Jocelyn Hébert a dû se débattre avec une voiture sans direction assistée.

Le Doc Hébert a trouvé un remède!

Un seul podium en trois courses: Jocelyn Hébert a connu des jours plus glorieux au Grand Prix dans sa longue et fructueuse carrière. Mais sa deuxième place de samedi, au terme de la seconde épreuve de trois du Championnat canadien de voitures de tourisme, relève d'un petit exploit.
Non seulement ce podium revêt une signification particulière - c'était son 21e, ce qui lui permettait de rejoindre temporairement Marc-Antoine Camirand au sommet du palmarès dans l'histoire du Grand Prix -, le Doc a dû se débattre avec une voiture sans direction assistée.
«J'ai joué avec la malchance des autres dans cette épreuve», disait-il, en décrivant à quel point c'était exigeant pour lui de simplement rester en piste.
«J'ai mal aux bras! Je roulais dans le même temps que les autres, mais en raison des difficultés de la voiture, je tournais le volant avec une charge équivalent à 55 livres. Dans le coin Villeneuve, je m'y prenais à deux mains. Mes gars capotaient!»
Voilà la preuve que le Doc Hébert est encore en excellente forme physique. De quoi faire rougir bon nombre de jeunes coureurs automobiles!
De son côté, Philippe Gélinas de Grand-Mère n'a pas pris le départ de la troisième et dernière course du week-end en CTCC, après avoir rencontré des ennuis dans les deux manches initiales. Un bilan plus que décevant pour le pilote, qui s'en promettait devant ses proches.
Le carrousel pour Dargis!
Toujours en CTCC mais dans la classe Touring, Paul Dargis de Trois-Rivières a réussi un carrousel. En trois courses, il est allé visiter les trois marches du podium!

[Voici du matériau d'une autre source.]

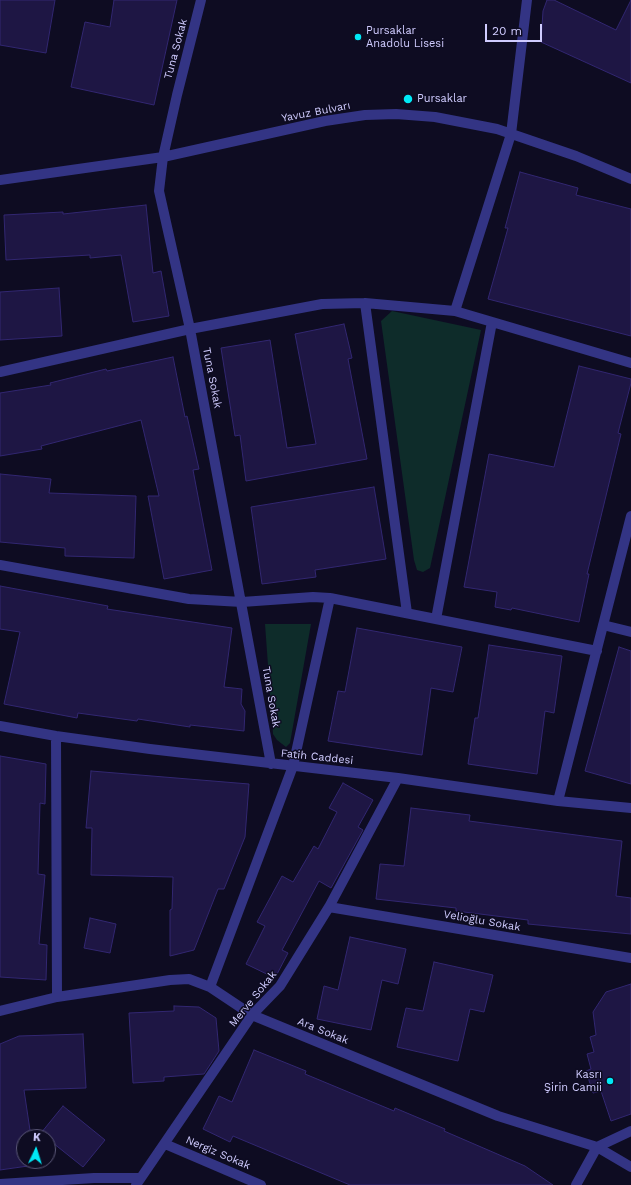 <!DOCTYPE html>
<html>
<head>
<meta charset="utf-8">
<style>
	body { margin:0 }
	#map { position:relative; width:631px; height:1185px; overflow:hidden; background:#0e0c22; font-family:"Work Sans",sans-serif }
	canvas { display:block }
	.north { position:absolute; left:16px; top:1129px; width:40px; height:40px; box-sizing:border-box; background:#0e0c22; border:1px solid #5c597a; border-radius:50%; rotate:4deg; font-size:11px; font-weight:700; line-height:16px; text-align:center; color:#d0ccff }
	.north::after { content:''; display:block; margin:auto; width:14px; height:18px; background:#00e9f7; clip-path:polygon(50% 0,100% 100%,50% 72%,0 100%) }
	.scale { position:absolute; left:485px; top:24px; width:57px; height:18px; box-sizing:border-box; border:2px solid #d0ccff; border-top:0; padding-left:5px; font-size:12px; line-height:14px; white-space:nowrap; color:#d0ccff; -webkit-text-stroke:3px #0e0c22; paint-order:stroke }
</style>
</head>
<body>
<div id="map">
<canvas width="631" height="1185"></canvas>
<div class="north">K</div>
<div class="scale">20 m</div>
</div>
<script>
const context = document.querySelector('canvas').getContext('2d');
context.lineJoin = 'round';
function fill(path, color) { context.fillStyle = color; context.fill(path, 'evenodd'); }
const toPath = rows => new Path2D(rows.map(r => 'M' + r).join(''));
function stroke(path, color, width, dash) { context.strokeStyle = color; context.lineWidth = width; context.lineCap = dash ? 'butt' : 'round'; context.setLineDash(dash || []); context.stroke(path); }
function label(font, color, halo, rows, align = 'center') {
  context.font = font + ' "Work Sans",sans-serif'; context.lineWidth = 3; context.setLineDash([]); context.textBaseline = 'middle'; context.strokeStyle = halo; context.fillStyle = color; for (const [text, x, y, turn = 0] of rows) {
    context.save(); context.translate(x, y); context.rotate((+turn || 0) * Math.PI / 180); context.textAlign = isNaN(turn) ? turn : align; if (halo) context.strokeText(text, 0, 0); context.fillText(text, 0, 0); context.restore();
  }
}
const green = toPath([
	[392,311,481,330,430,568,423,572,417,570,414,560,381,321],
	[265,624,311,624,290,743,286,747,277,740,273,734]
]);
const building = toPath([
	[0,0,55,0,46,53,0,45,0,0],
	[114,0,177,0,154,105,71,87,85,22,110,27,114,0],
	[547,0,554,0,616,30,631,0,631,83,541,42,543,11,547,0],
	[520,172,578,188,576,195,631,209,631,336,488,299,508,228,505,228,520,172],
	[146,205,153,273,161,271,169,316,133,322,121,255,90,258,90,255,6,260,4,215,63,212,63,214,146,205],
	[59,288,62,336,0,340,0,292,59,288],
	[344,324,352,358,348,359,367,459,246,481,240,435,235,436,221,348,270,340,287,448,316,444,295,334,344,324],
	[173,357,185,417,187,416,199,469,193,470,212,570,164,579,148,496,159,496,141,420,41,446,42,449,0,456,0,393,51,385,50,383,106,369,107,371,173,357],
	[579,366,631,379,631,383,618,433,621,434,587,574,589,574,579,622,512,608,511,610,495,607,497,592,464,587,489,454,554,467,579,366],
	[0,474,51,479,49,493,136,496,134,558,65,556,65,548,0,542,0,474],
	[374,487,386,559,315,570,316,577,262,584,251,507,374,487],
	[0,586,108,606,107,609,232,628,224,687,242,689,241,704,245,711,244,731,190,725,190,727,138,719,137,721,78,713,77,718,4,704,20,632,0,629,0,586],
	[357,628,462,647,453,692,431,688,422,755,328,741,338,691,345,692,357,628],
	[489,645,562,656,554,713,545,711,537,774,468,764,475,718,478,718,489,645],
	[619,647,631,651,631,784,585,771,619,647],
	[0,756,46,764,45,804,40,803,38,874,45,875,39,944,47,945,46,980,0,977,0,756],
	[91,771,249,784,245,837,224,889,218,889,194,950,170,956,170,910,172,909,173,877,91,875,92,828,86,828,91,771],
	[343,783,373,800,358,827,363,830,331,888,319,881,282,950,288,953,275,978,246,964,265,926,257,922,282,876,293,882,314,846,318,849,337,812,329,808,343,783],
	[411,808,470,815,469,821,622,841,616,896,631,898,631,934,528,924,528,920,456,911,456,908,376,899,380,864,404,866,411,808],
	[90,918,116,924,110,953,84,948,90,918],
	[350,937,406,949,398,984,382,980,371,1030,317,1019,324,986,338,990,350,937],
	[434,962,493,975,484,1012,470,1009,458,1061,397,1047,406,1008,423,1011,434,962],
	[631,984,631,1114,611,1121,601,1091,593,1093,586,1071,591,1069,587,1054,594,1052,590,1037,596,1035,593,1012,606,992,631,984],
	[174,1006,199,1007,216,1018,219,1051,204,1074,164,1077,164,1081,133,1083,129,1013,174,1011,174,1006],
	[83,1034,86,1088,24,1090,31,1137,24,1137,24,1161,35,1161,35,1165,0,1170,0,1044,19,1036,83,1034],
	[254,1050,306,1071,305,1074,394,1111,395,1108,445,1129,444,1131,525,1166,553,1185,350,1185,233,1136,230,1142,203,1129,219,1096,232,1102,254,1050],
	[63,1106,105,1140,83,1167,48,1139,48,1137,41,1133,63,1106]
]);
const minor = toPath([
	[201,0,177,95,163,157,159,191,190,329,271,764],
	[0,180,163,157,325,121,365,115,396,114,435,117,497,129,576,156,631,179],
	[365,303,407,613],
	[455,311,511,134,527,0],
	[0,372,190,329,322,304,365,303,455,311,631,363],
	[0,565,189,599,242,602,313,597,330,598,597,651],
	[436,619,492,322],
	[603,625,631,632],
	[0,726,56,736,150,749,398,778,558,801,631,808],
	[56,736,57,997],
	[558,801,631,516],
	[329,907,631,958],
	[210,987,293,766,330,598],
	[0,1011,57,997,170,980,189,979,210,987,252,1015,498,1116,597,1147,631,1167],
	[165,1144,261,1185],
	[0,1184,94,1178,140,1178],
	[136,1185,252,1015,280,986,329,907,398,778],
	[576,1185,597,1147,631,1131]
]);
const markers = [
	[358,37,4,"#00e9f7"],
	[408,99,5,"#00e9f7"],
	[610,1081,4,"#00e9f7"]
];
const poiNames = [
	["Pursaklar",366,31],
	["Anadolu Lisesi",366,44],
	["Pursaklar",417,99],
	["Kasrı",602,1075,"right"],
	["Şirin Camii",602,1088,"right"]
];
const streetNames = [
	["Tuna Sokak",176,49,-75],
	["Yavuz Bulvarı",316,112,-11],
	["Tuna Sokak",212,378,79],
	["Tuna Sokak",271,697,80],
	["Fatih Caddesi",317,757,6],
	["Velioğlu Sokak",482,921,10],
	["Merve Sokak",253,999,-51],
	["Ara Sokak",323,1031,22],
	["Nergiz Sokak",218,1153,23]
];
fill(green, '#0e2c2a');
fill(building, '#1e1644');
stroke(building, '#322771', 1);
stroke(minor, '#333484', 10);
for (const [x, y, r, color] of markers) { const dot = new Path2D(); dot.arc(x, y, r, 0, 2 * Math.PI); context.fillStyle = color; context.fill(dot); stroke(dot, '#0e0c22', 1.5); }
label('11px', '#d0ccff', '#0e0c22', poiNames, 'left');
label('11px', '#d0ccff', '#0e0c22', streetNames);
</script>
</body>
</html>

Dargis a notamment doublé le «maître du Touring» Michel Sallenbach dans les dernières secondes de l'ultime épreuve, samedi. «C'est peut-être grâce à Notre-Dame-du-Cap», a rigolé l'entrepreneur, dont la seule victoire dans sa ville remontait à 2012.
«Nous sommes allés chercher un deuxième moteur en panique après un faux départ en fin de semaine», expliquait Dargis, qui a remercié ses mécanos Sébastien Dupont, Jérémie St-Pierre et Marc-André Dumont.
Guerin réplique à ses détracteurs
Au volant de sa Ferrari, Mario Guerin a survolé le circuit du GP3R pas une, ni deux, mais bien trois fois au cours du Championnat canadien de voitures de tourisme (CTCC).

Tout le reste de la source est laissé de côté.